Molte persone trattengono lo stress anche nelle spalle (me compreso!), il che limita la gamma complessiva di movimento, spiega la dottoressa Fata-Chan. Ma quando espandi intenzionalmente le costole e i polmoni durante un respiro tranquillo, invece di alzare le spalle e contrarre il collo durante un tradizionale respiro profondo, sentirai effettivamente il petto, la parte superiore della schiena e le spalle allentarsi. A sua volta, ciò favorisce la mobilità generale della parte superiore del corpo e può anche aiutare a rilasciare la tensione nella parte bassa della schiena e nei fianchi, poiché l'intero sistema muscolo-scheletrico è collegato, dice.

Inoltre, il Dr. Fata-Chan osserva che la respirazione tranquilla migliora il flusso di ossigeno, portando a una migliore ossigenazione nel corpo. Una migliore ossigenazione significa che ti sentirai meno stanco e più energico, il che aiuta a incoraggiare una giornata lavorativa sveglia e produttiva, spiega.

Detto questo, la respirazione tranquilla non è la fine, e altre strategie per alleviare lo stress come la meditazione, allungamento e un sonno adeguato possono certamente aiutare ad alleviare la tensione, afferma la dottoressa Fata-Chan. Non penso necessariamente che ci sia un modo sbagliato di respirare, ma quando vuoi allentare la tensione e rilassarti, adottare una strategia più rilassata può essere davvero utile.

Come Praticare la Respirazione Tranquilla

La respirazione silenziosa è un'ottima tecnica da implementare ogni volta che sei stressato, ansioso o teso, ma la dottoressa Fata-Chan consiglia di prenotare la giornata con una sessione di respirazione tranquilla al mattino e alla sera. Se sei molto stressato, è anche utile dedicare una sessione di mezzogiorno con i seguenti passaggi, secondo il Dr. Fata-Chan.

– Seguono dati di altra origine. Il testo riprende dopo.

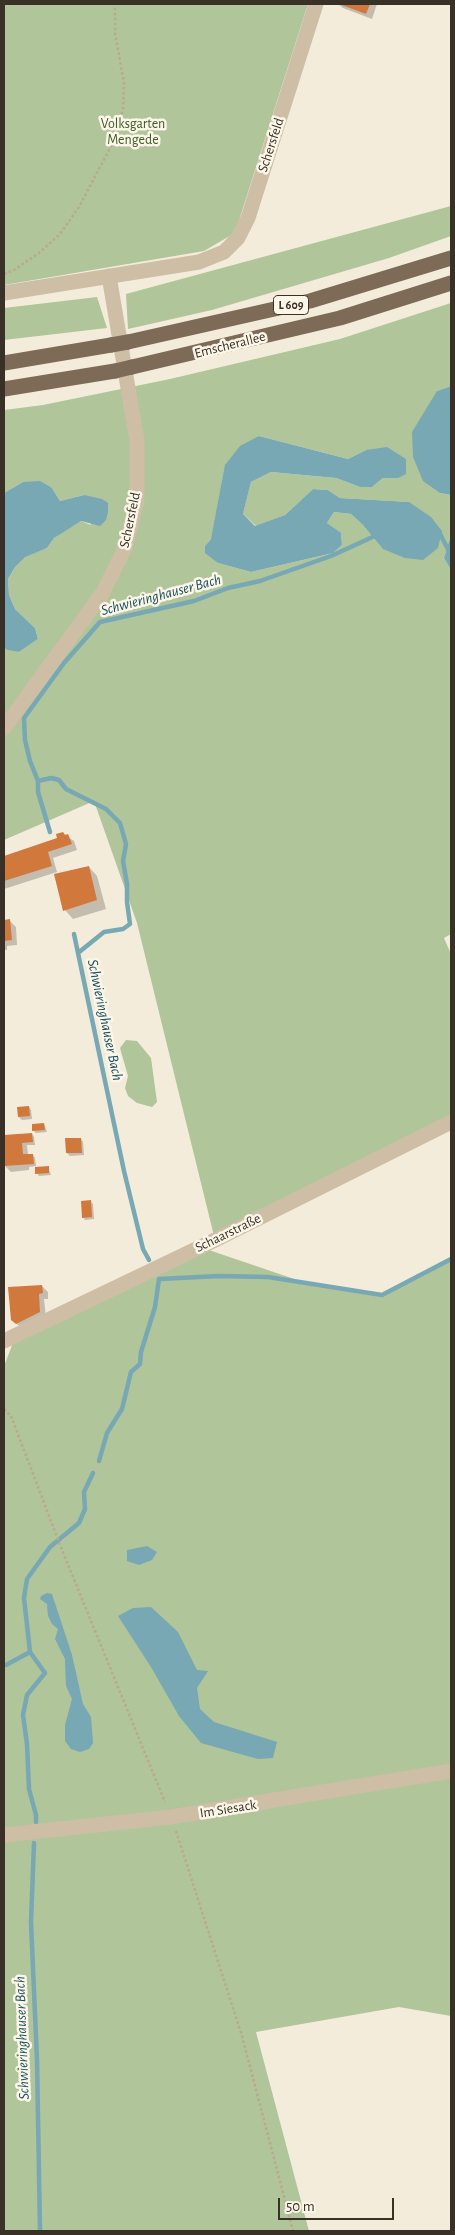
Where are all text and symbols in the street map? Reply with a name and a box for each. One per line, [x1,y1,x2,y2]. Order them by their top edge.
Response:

  1. Trova una posizione comoda, seduto o sdraiato. Esamina il tuo corpo e prendi nota mentalmente se qualche muscolo si sente particolarmente teso o teso.
  2. Fai un'inspirazione lenta e profonda attraverso il naso, concentrandoti sull'espansione della gabbia toracica verso l'esterno anziché verso l'alto. Evita di alzare le spalle e/o di tendere il collo.
  3. Espira delicatamente e silenziosamente attraverso la bocca per almeno cinque secondi. Concentrati sull'estensione dell'espirazione silenziosa il più a lungo possibile.
  4. Fai una pausa per due secondi, quindi ripeti nuovamente la sequenza, mantenendo un ritmo costante e prolungato.
  5. Per risultati ottimali, esegui da due a tre serie da cinque a dieci respiri.

Andi Breitowich è uno scrittore freelance con sede a Chicago e laureato alla Emory University e alla Medill School of Journalism della Northwestern University. Il suo lavoro è apparso su PS, Women's Health, Cosmopolitan e altrove.